Um dos exemplos dessa política de regulação é o
surgimento de uma cultura da performatividade. Ball (2003, p. 216) define a
performatividade como "uma tecnologia, uma cultura e um modo de regulação
que emprega julgamentos, comparações e termina se revelando como meio de
controle, de desgaste e de mudança". Em referência ao trabalho de Lyotard,
Ball (2004b, p. 142) observa dois fortes componentes que têm constituído o novo
discurso de poder nas sociedades pós-industriais, quais sejam, a responsabilização
(accountability) e a competição, a partir dos quais todo um processo de
legitimação de novas identidades sociais passa a se pautar. Nesse sentido, a
educação adquire ainda maior destaque, já que, por intermédio dela, busca-se,
de modo mais efetivo, a transmissão da cultura da performatividade para a
constituição de sujeitos mais produtivos, eficientes, polivalentes, pró-ativos,
assertivos, disponíveis à compreensão de outras culturas. Instaura-se a
incessante busca pelo que denominamos sujeito onicompetente, aquele que está em
perene prontidão para a demonstração de seus conhecimentos e desempenhos, em
constante e permanente processo de avaliação, no qual "o funcionamento do
poder é garantido pelo controle constante da performatividade"(LOPES, 2004,
p. 63). Para isso, as organizações lançam mão de estratégias de gestão e
governança em nome de um plano de cumprimento de metas, a partir da maximização
do desempenho de seus quadros e do enxugamento de custos operacionais, mesmo
que em rota de colisão com questões de ordem ética, profissional, humana.

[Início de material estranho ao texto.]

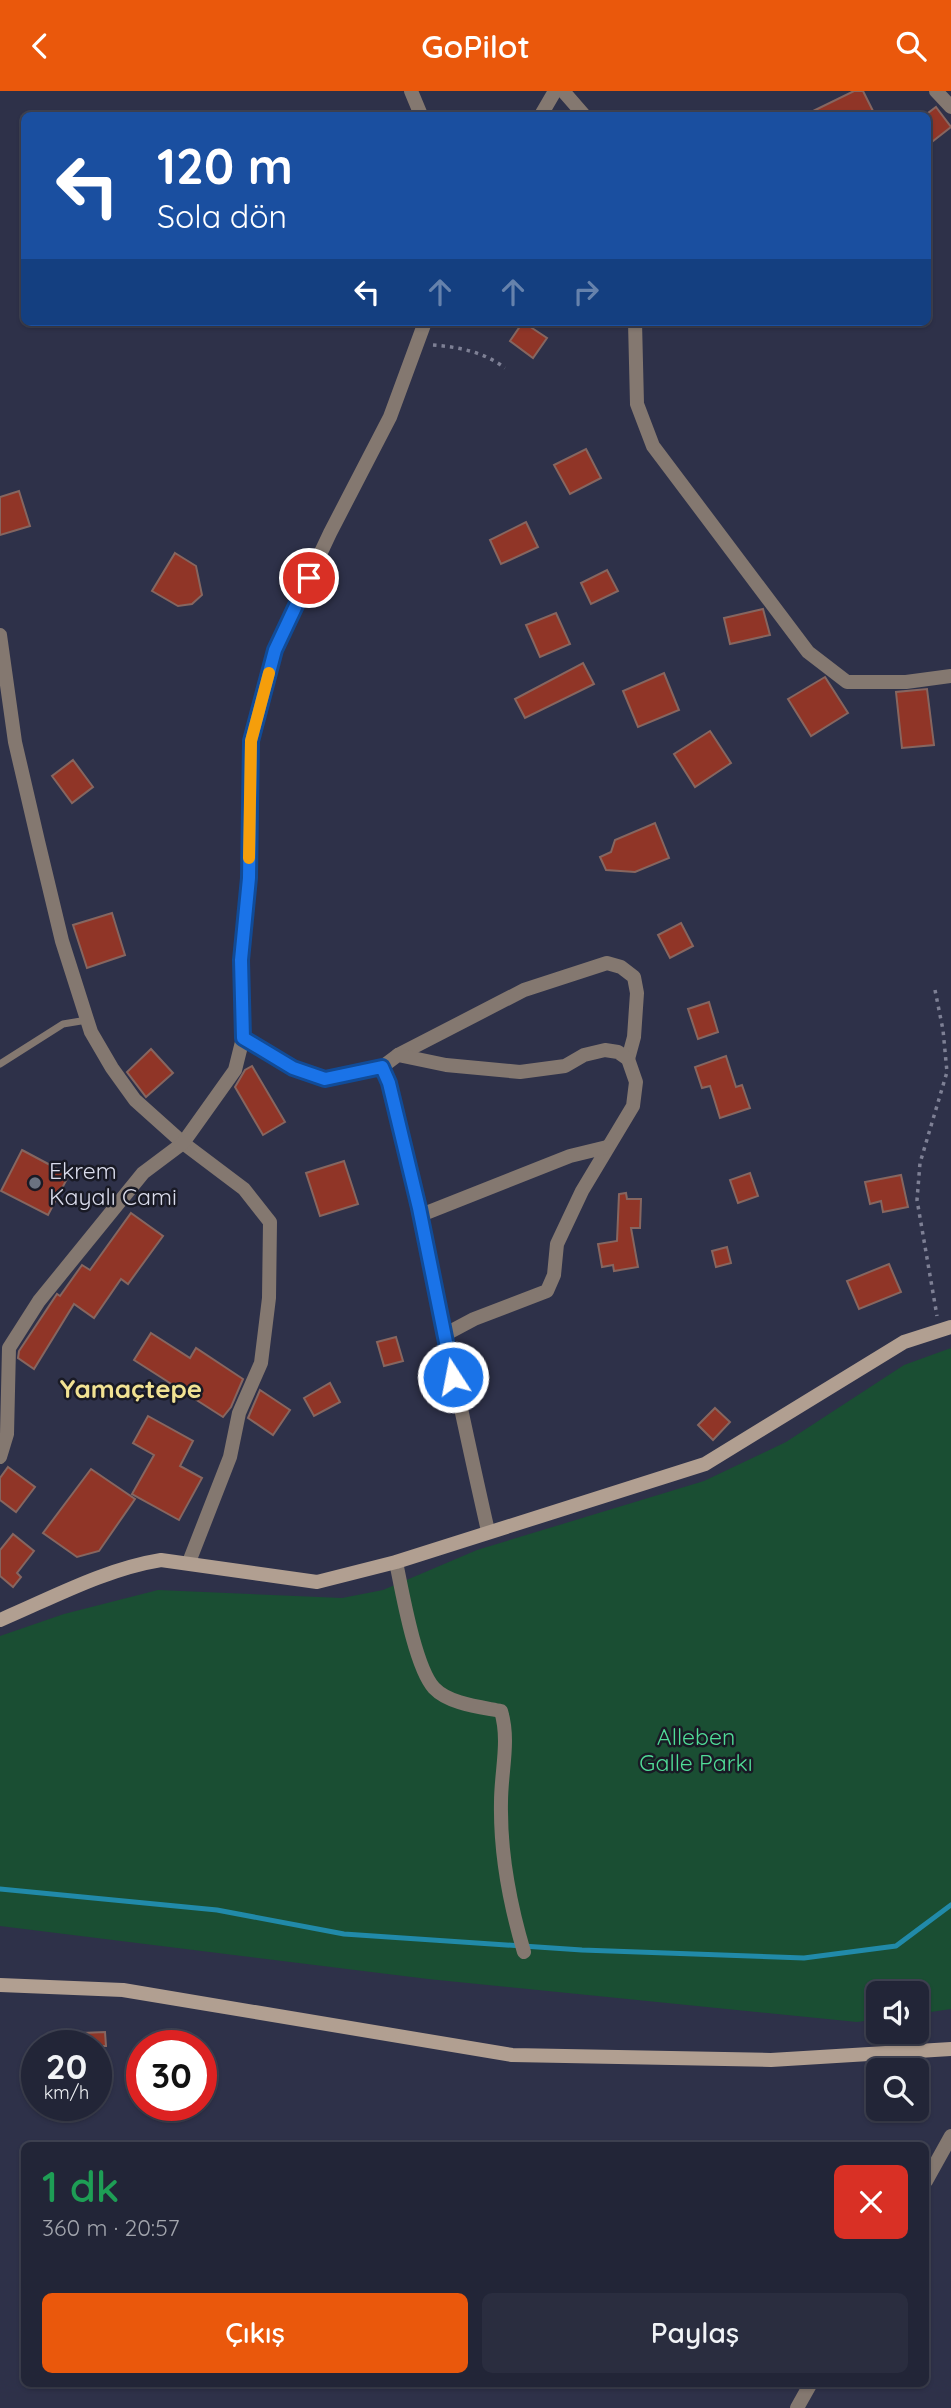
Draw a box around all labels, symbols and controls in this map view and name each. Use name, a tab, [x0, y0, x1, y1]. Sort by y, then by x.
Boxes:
text: GoPilot	[421, 26, 530, 66]
icon: back	[21, 27, 59, 65]
icon: search	[892, 27, 930, 65]
text: 120 m	[157, 135, 293, 196]
icon: left	[42, 140, 133, 231]
text: Sola dön	[157, 196, 287, 236]
icon: left	[348, 273, 386, 311]
icon: ahead	[421, 273, 459, 311]
icon: ahead	[494, 273, 532, 311]
icon: right	[567, 273, 605, 311]
pin	[279, 548, 339, 608]
icon: arrive	[290, 559, 328, 597]
place label: Ekrem Kayalı Cami	[49, 1156, 177, 1211]
marker: Ekrem Kayalı Cami	[27, 1175, 43, 1191]
position arrow	[416, 1340, 490, 1414]
district label: Yamaçtepe	[60, 1372, 202, 1405]
park label: Alleben Galle Parkı	[639, 1722, 753, 1777]
map controls	[866, 1981, 929, 2121]
button: sound	[866, 1981, 929, 2044]
speed limit sign: 30	[126, 2030, 217, 2121]
text: 20	[46, 2044, 87, 2088]
button: search	[866, 2058, 929, 2121]
text: km/h	[44, 2081, 89, 2104]
text: 1 dk	[42, 2160, 119, 2213]
button: close	[834, 2165, 908, 2239]
text: 360 m · 20:57	[42, 2213, 179, 2242]
button: Çıkış	[42, 2293, 468, 2373]
button: Paylaş	[482, 2293, 908, 2373]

Trata-se de um esforço de naturalização que a cultura da performatividade tem
possibilitado, no sentido de constituir dada normatividade, o disciplinamento
por intermédio de novos arranjos discursivos e de regulação social.
Há que se destacar que, em Lyotard (1986), a
cultura da performatividade não é assumida como necessariamante negativa, mas
como um modo diverso de legitimação do conhecimento na pós-modernidade. Para
Lyotard, a ciência pós-moderna é aquela que passa a se validar pela
performance, um processo de legitimação no qual o poder substitui os critérios
de justiça, beleza ou verdade. Mas tal substituição não é uma mudança por
julgamento de valor, mas em função do fim das metanarrativas de justificativa
da ciência, sejam elas a formação do espírito ou a ideia de verdade legitimada
pela prova empírica, cara ao realismo. Nesse caso, a legitimação pelo
desempenho advém dos resultados que esse desempenho pode trazer para a solução
de problemas, a melhoria da qualidade de vida e/ou a capacidade de produzir
mais recursos econômicos.
Ainda assim, como salienta esse autor, a lógica do
desempenho pode se tornar apenas uma forma de consolidação do sistema, de modo
determinista, pois está prevista nessa lógica a concepção de que, a partir de
determinados insumos, temos, por consequência, determinados resultados. Admitir
que essa lógica existe e que com ela a ciência trabalha não deve significar a
desconsideração de outras lógicas. É possível, como faz Lyotard, defender que a
ciência também trabalha com a paralogia, forma que visa ao pluralismo cada vez
maior no interior do sistema. Nesse processo, em vez de apenas se trabalhar
para que melhores desempenhos sejam obtidos, seguindo as regras do jogo da
ciência, busca-se romper com essas regras. Isso é possível ser feito com a
identificação de paradoxos e a criação de novas regras.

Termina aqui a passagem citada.